**What the task asks**
The data are to be restated in full, exactly as presented.

(Excerpts from a dataset)
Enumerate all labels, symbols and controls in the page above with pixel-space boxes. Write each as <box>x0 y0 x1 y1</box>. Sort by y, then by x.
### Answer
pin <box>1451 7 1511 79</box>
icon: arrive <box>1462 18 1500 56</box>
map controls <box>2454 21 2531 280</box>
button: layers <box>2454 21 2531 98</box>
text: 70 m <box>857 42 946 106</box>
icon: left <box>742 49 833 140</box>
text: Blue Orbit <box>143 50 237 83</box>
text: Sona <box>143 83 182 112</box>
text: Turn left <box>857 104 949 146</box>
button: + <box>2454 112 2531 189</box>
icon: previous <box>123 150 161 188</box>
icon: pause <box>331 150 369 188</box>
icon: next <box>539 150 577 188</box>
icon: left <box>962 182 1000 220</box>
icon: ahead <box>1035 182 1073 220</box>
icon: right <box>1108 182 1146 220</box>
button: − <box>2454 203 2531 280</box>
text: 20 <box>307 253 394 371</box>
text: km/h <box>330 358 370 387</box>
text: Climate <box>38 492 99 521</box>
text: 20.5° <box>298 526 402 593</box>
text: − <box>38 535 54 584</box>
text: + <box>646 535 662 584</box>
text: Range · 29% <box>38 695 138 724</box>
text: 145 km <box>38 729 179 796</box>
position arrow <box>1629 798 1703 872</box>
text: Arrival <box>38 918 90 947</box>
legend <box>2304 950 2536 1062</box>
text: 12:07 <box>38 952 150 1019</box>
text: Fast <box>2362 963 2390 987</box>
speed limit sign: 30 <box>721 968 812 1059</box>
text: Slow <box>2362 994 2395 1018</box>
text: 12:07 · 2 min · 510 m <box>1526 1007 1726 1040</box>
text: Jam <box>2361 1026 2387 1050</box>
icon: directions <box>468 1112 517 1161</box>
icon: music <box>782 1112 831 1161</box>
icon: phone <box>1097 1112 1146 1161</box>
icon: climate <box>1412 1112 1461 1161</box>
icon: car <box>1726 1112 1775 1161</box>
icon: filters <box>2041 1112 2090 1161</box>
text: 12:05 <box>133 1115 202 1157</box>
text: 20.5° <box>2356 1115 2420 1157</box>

**Written answer**
Enumerate all labels, symbols and controls in the page above with pixel-space boxes. Write each as <box>x0 y0 x1 y1</box>. Sort by y, then by x.
### Answer
pin <box>1451 7 1511 79</box>
icon: arrive <box>1462 18 1500 56</box>
map controls <box>2454 21 2531 280</box>
button: layers <box>2454 21 2531 98</box>
text: 70 m <box>857 42 946 106</box>
icon: left <box>742 49 833 140</box>
text: Blue Orbit <box>143 50 237 83</box>
text: Sona <box>143 83 182 112</box>
text: Turn left <box>857 104 949 146</box>
button: + <box>2454 112 2531 189</box>
icon: previous <box>123 150 161 188</box>
icon: pause <box>331 150 369 188</box>
icon: next <box>539 150 577 188</box>
icon: left <box>962 182 1000 220</box>
icon: ahead <box>1035 182 1073 220</box>
icon: right <box>1108 182 1146 220</box>
button: − <box>2454 203 2531 280</box>
text: 20 <box>307 253 394 371</box>
text: km/h <box>330 358 370 387</box>
text: Climate <box>38 492 99 521</box>
text: 20.5° <box>298 526 402 593</box>
text: − <box>38 535 54 584</box>
text: + <box>646 535 662 584</box>
text: Range · 29% <box>38 695 138 724</box>
text: 145 km <box>38 729 179 796</box>
position arrow <box>1629 798 1703 872</box>
text: Arrival <box>38 918 90 947</box>
legend <box>2304 950 2536 1062</box>
text: 12:07 <box>38 952 150 1019</box>
text: Fast <box>2362 963 2390 987</box>
speed limit sign: 30 <box>721 968 812 1059</box>
text: Slow <box>2362 994 2395 1018</box>
text: 12:07 · 2 min · 510 m <box>1526 1007 1726 1040</box>
text: Jam <box>2361 1026 2387 1050</box>
icon: directions <box>468 1112 517 1161</box>
icon: music <box>782 1112 831 1161</box>
icon: phone <box>1097 1112 1146 1161</box>
icon: climate <box>1412 1112 1461 1161</box>
icon: car <box>1726 1112 1775 1161</box>
icon: filters <box>2041 1112 2090 1161</box>
text: 12:05 <box>133 1115 202 1157</box>
text: 20.5° <box>2356 1115 2420 1157</box>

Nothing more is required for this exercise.